By AMANDA DUKES
Staff Writer
The most important things in life aren’t learned in school. I’m not talking about how “love is all that matters in the end,” or “kindness is the most important gift.” No, I’m talking about the things that no one ever bothered to teach me – like how to balance a check book, what the term ‘media mail’ means or how to line up my tires correctly when I go through a car wash.
All those things that I never paid attention to as a child were never taught in school. This collection of things that everyone seems to know how to do, but no one actually learned. I think it’s called “adulthood.”
The first time I faced “adulthood” I was 18 and alone for the first time. It was my first month of college, and I wanted to return a textbook to Amazon. To do this, I thought I had to go to the post office.
In theory, I knew exactly how post offices operated. You bring the mail, they send the mail and it ends up at the correct address.
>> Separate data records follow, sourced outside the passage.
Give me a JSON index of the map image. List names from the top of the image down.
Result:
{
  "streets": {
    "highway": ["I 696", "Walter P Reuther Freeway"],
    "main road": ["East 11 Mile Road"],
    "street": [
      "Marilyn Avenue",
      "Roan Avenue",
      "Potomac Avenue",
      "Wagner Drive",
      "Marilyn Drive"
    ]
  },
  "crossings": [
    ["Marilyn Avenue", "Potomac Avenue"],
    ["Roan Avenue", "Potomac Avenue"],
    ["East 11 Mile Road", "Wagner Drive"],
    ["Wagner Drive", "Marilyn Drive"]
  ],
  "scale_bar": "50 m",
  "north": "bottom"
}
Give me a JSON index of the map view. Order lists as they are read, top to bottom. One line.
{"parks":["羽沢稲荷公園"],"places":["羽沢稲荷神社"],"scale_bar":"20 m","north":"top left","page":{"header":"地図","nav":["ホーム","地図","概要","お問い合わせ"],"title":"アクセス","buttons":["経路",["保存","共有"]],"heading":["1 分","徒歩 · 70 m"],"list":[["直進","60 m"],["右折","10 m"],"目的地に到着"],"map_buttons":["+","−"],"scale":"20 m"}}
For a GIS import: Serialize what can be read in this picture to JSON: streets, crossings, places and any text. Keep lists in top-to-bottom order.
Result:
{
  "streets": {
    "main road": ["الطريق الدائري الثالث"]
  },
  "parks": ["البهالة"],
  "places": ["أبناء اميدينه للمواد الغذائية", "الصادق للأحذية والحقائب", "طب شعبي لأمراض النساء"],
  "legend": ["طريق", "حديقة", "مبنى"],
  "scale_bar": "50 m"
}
In reality, though, I’d never been to the post office. Naïvely, I wasn’t worried – that quickly changed when I walked in with my little English 1101 book tucked under my arm and was faced with a wall of packages. I just grabbed the closest one to me that seemed like a reasonable size. I realized I’d made a very wrong choice when the woman behind the desk rang it up for $35.95.
I struggled to pay a dollar at the vending machine in the basement of my dorm – no way was I shelling out over thirty bucks for postage.
Turns out, it was a Super Express Priority Overnight Guarantee Will-Be-Delivered-Via-Private-Jet package. My bad.
Sheepishly, I took it back to its cubby on the wall and grabbed a big, padded envelope instead, which seemed more appropriate. That one rang up a little more than twenty dollars. Strike two.
I put that one back and hesitantly moved toward another package. I looked over at the woman behind the counter – she just shook her head and waved me back up to the counter. She then informed me that I probably needed to send my book via ‘media mail,’ which was the cheapest option. Turns out, most people just use their own box – just have to add the packaging slip, which I did have. I wasn’t totally unprepared.
As I was leaving the post office, only out a little more than six dollars, I wondered what other glaring gaps in knowledge I had lurking. As it turns out, there were quite a few.
I found another the first time I filled out a check. The signature goes on the right side. Another turned up the first time I went through a car wash. It only took me three times to get my tires lined up properly. I can sense more will appear in the near future when I move into my first apartment. Are utilities ever included?
The older I get, the more convinced I become that “adulthood” has less to do with age, and more to do with how many knowledge gaps you’ve filled.
Unless I’ve just revealed to you another knowledge gap, in which case, I suppose you can expect a retraction when I figure out what “adulthood” actually means.